Where the coronaviruses in general, and SARS-CoV in particular, deviate from other viral –1 PRF signals is in the nature of their downstream stimulatory signals. While an mRNA stem-loop structure was first postulated to stimulate –1 PRF in HIV-1 (Jacks et al. 1988b), studies of IBV provided the first evidence for an H-type pseudoknot structure as a stimulatory elements (Brierley et al. 1989). Subsequently H-type pseudoknots were identified as the general rule in a number of frameshift signals of other plant and animal viruses. H-type pseudoknots are so called because they are composed of two coaxially stacked stem-loops where the second stem is formed by base-pairing between sequence in the loop of the first stem-loop, and additional downstream sequence (Fig. 5.2a). Given that SARS-CoV is a coronavirus, that coronaviruses use –1 PRF, and the general consensus that viral –1 PRF signals contain H-type pseudoknots, the first published analysis of the SARS-CoV –1 PRF signal depicted an H-type pseudoknot (Thiel et al. 2003). Simultaneously, our laboratory applied a computational analysis pipeline designed to identify –1 PRF signals from genomic databases to the SARS-CoV –1 PRF signal. This analysis identified the presence of a third stem-loop structure located 3′ of the end of the first stem, and 5′ of the 3′ half of the second stem (Fig. 5.2b). Molecular genetics, biochemical and biophysical studies confirmed the existence of this “three-stemmed pseudoknot,” and phylogenetic analyses revealed that this general feature is conserved among most coronaviruses (Plant et al. 2005). At the same time, two other groups of researchers used computational and molecular genetics methods to identify the three-stemmed pseudoknot in the SARS-CoV –1 PRF signal (Baranov et al. 2005; Ramos et al. 2004).

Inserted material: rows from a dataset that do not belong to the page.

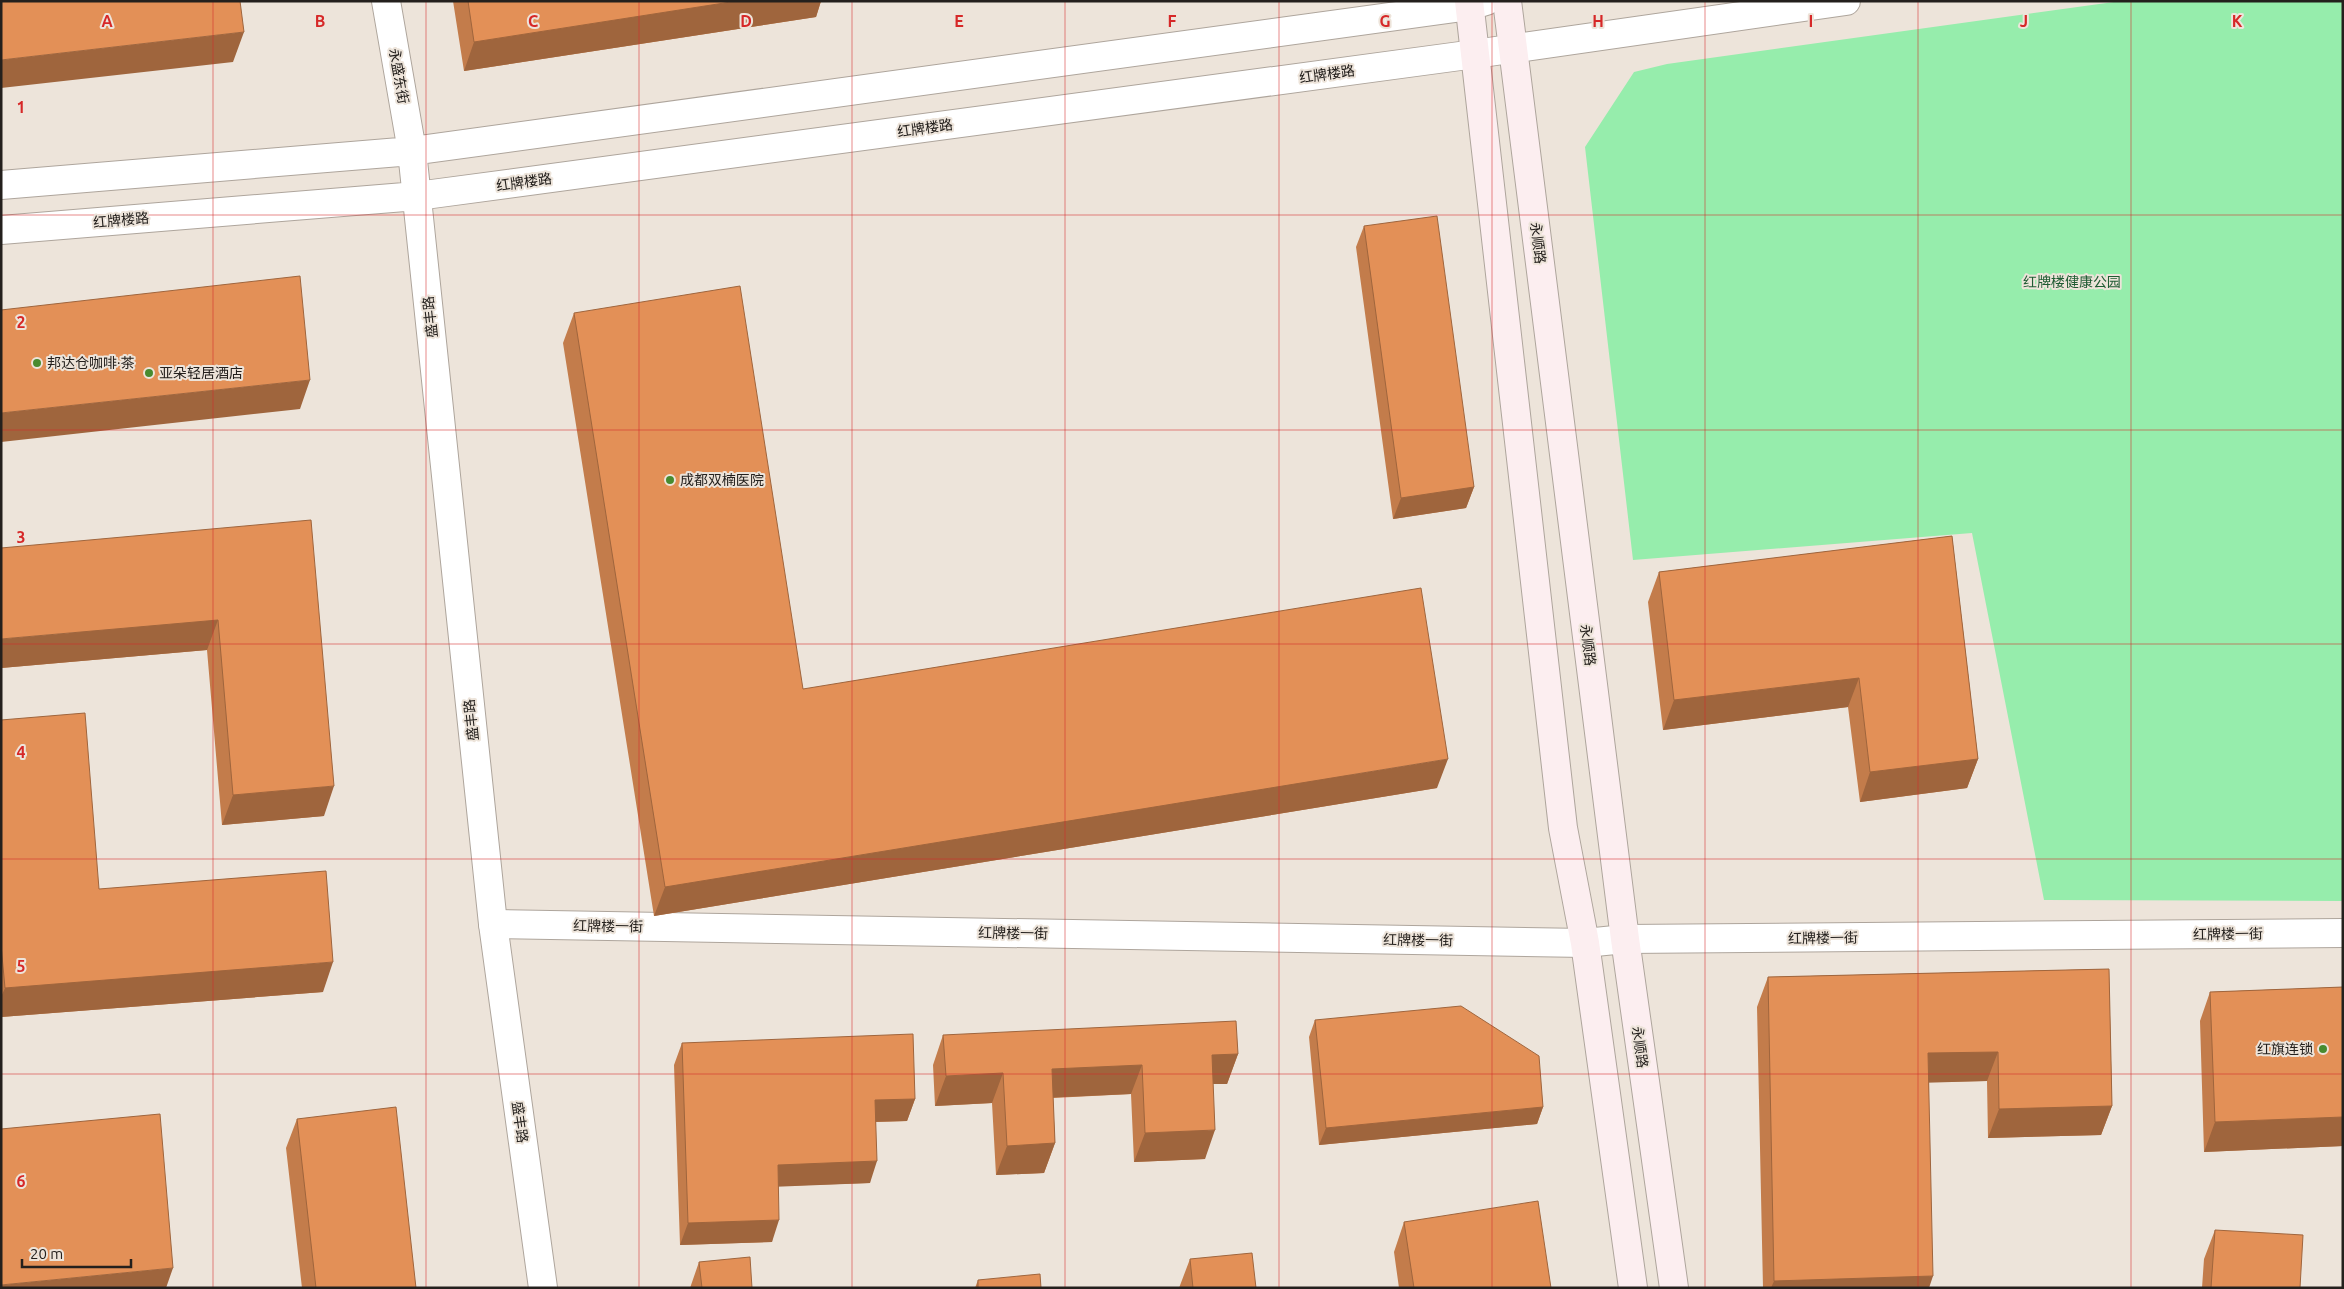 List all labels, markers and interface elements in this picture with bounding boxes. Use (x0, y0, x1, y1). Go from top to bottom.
text: A (101, 12, 113, 30)
text: B (315, 12, 325, 30)
text: C (528, 12, 538, 30)
text: D (740, 12, 752, 30)
text: E (954, 12, 964, 30)
text: F (1168, 12, 1177, 30)
text: G (1379, 12, 1391, 30)
text: H (1592, 12, 1604, 30)
text: I (1809, 12, 1813, 30)
text: J (2020, 12, 2028, 30)
text: K (2232, 12, 2243, 30)
street label: 永盛东街 (386, 47, 412, 105)
street label: 红牌楼路 (1298, 62, 1356, 86)
text: 1 (16, 98, 26, 116)
street label: 红牌楼路 (896, 116, 954, 140)
street label: 红牌楼路 (495, 170, 553, 194)
street label: 红牌楼路 (92, 210, 150, 230)
street label: 永顺路 (1528, 221, 1548, 265)
park label: 红牌楼健康公园 (2023, 274, 2121, 290)
street label: 盛丰路 (420, 295, 440, 339)
text: 2 (16, 313, 26, 331)
place label: 邦达仓咖啡·茶 (47, 355, 134, 371)
marker: 邦达仓咖啡·茶 (31, 357, 43, 369)
place label: 亚朵轻居酒店 (159, 365, 243, 381)
marker: 亚朵轻居酒店 (143, 367, 155, 379)
place label: 成都双楠医院 (680, 472, 764, 488)
marker: 成都双楠医院 (664, 474, 676, 486)
text: 3 (16, 528, 26, 546)
street label: 永顺路 (1578, 623, 1598, 667)
street label: 盛丰路 (461, 698, 481, 742)
text: 4 (16, 743, 26, 761)
street label: 红牌楼一街 (573, 917, 643, 935)
street label: 红牌楼一街 (978, 924, 1048, 942)
street label: 红牌楼一街 (2193, 925, 2263, 943)
street label: 红牌楼一街 (1788, 929, 1858, 947)
street label: 红牌楼一街 (1383, 931, 1453, 949)
text: 5 (16, 957, 26, 975)
street label: 永顺路 (1629, 1025, 1651, 1069)
place label: 红旗连锁 (2257, 1041, 2313, 1057)
marker: 红旗连锁 (2317, 1043, 2329, 1055)
street label: 盛丰路 (509, 1100, 531, 1144)
text: 6 (16, 1172, 26, 1190)
scale bar (22, 1236, 131, 1268)
text: 20 m (30, 1245, 63, 1262) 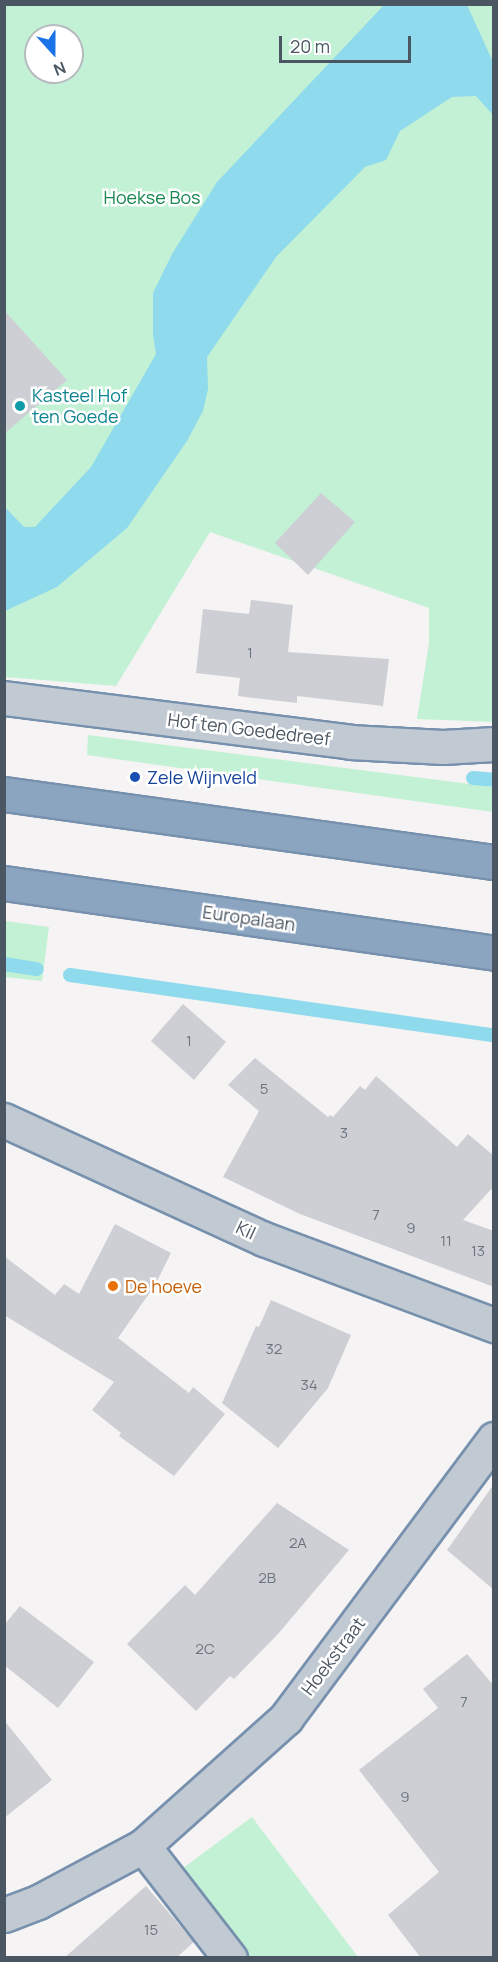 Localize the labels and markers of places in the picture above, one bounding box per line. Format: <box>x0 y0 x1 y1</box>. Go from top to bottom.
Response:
place label: Kasteel Hof ten Goede <box>32 385 127 428</box>
marker: Kasteel Hof ten Goede <box>13 399 27 413</box>
place label: Zele Wijnveld <box>147 766 257 788</box>
marker: Zele Wijnveld <box>128 770 142 784</box>
place label: De hoeve <box>125 1275 202 1297</box>
marker: De hoeve <box>106 1279 120 1293</box> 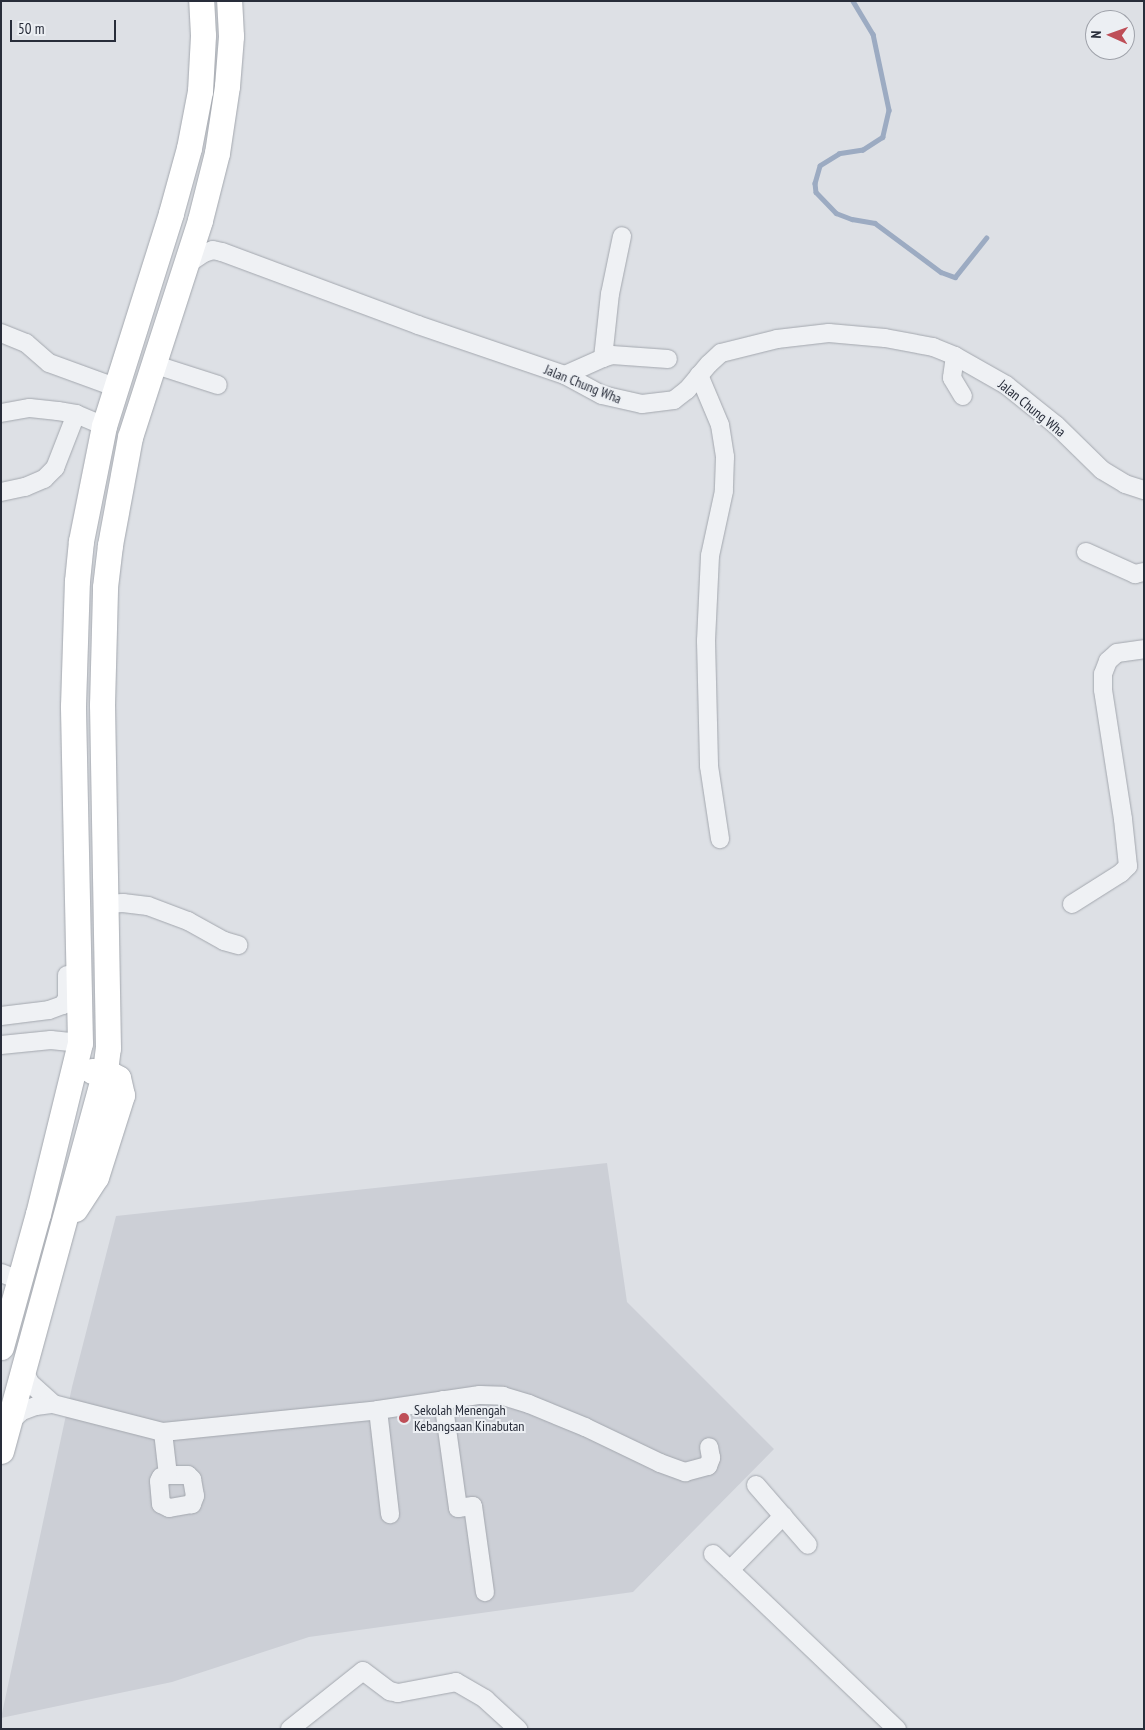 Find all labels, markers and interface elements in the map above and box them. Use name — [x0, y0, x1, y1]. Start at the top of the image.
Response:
scale bar — [12, 10, 119, 42]
north arrow — [1085, 10, 1135, 60]
text: 50 m — [18, 19, 44, 38]
text: N — [1087, 30, 1105, 39]
street label: Jalan Chung Wha — [542, 361, 624, 407]
street label: Jalan Chung Wha — [995, 376, 1069, 440]
place label: Sekolah Menengah Kebangsaan Kinabutan — [414, 1402, 524, 1434]
marker: Sekolah Menengah Kebangsaan Kinabutan — [398, 1412, 410, 1424]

Comparison of typical H-type mRNA pseudoknot (a) and three-stemmed mRNA pseudoknot structure of the SARS-CoV (b)
Interestingly, efficient frameshifting was observed when the third stem was deleted from the SARS-CoV pseudoknot, or when a similar region was deleted from the IBV stimulatory structure, suggesting that these regions are not required for –1 PRF per se (Brierley et al. 1991; Plant et al. 2005). However, it is clear from mutational analyses that when the third stem is present, it has an effect on –1 PRF (Baranov et al. 2005; Plant et al. 2005). It is also possible that the third stem may function as a binding site for a trans-acting factor that may have a role in regulating –1 PRF efficiency, or in some other aspect of the viral life cycle. Current research in our laboratory is focused on determining the biological role of the third stem with regard to the biology of SARS-CoV. Preliminary studies from our laboratory suggest that stabilization of the terminal loop of this stem, perhaps through dimerization, is critical for maintaining high levels of frameshifting. In addition, it has been shown that sequence upstream of the core frameshift signal has been shown to have an inhibitory effect on –1 PRF efficiency in SARS-CoV (Su et al. 2005). This sequence has the potential to form an extensive secondary structure. Although the effect of this region has been suggested to directly affect –1 PRF rates, it is also possible that its role may be indirect, e.g., by causing a fraction of translating ribosomes to dissociate from the mRNA before reaching the –1 PRF signal. Indeed, unpublished data from our laboratory indicate that this is indeed correct. To summarize, although core essential elements of the frameshift signal have been defined, we have just begun to scratch the surface with regard to our understanding of the influence of additional features influencing –1 PRF and the biology of SARS-CoV.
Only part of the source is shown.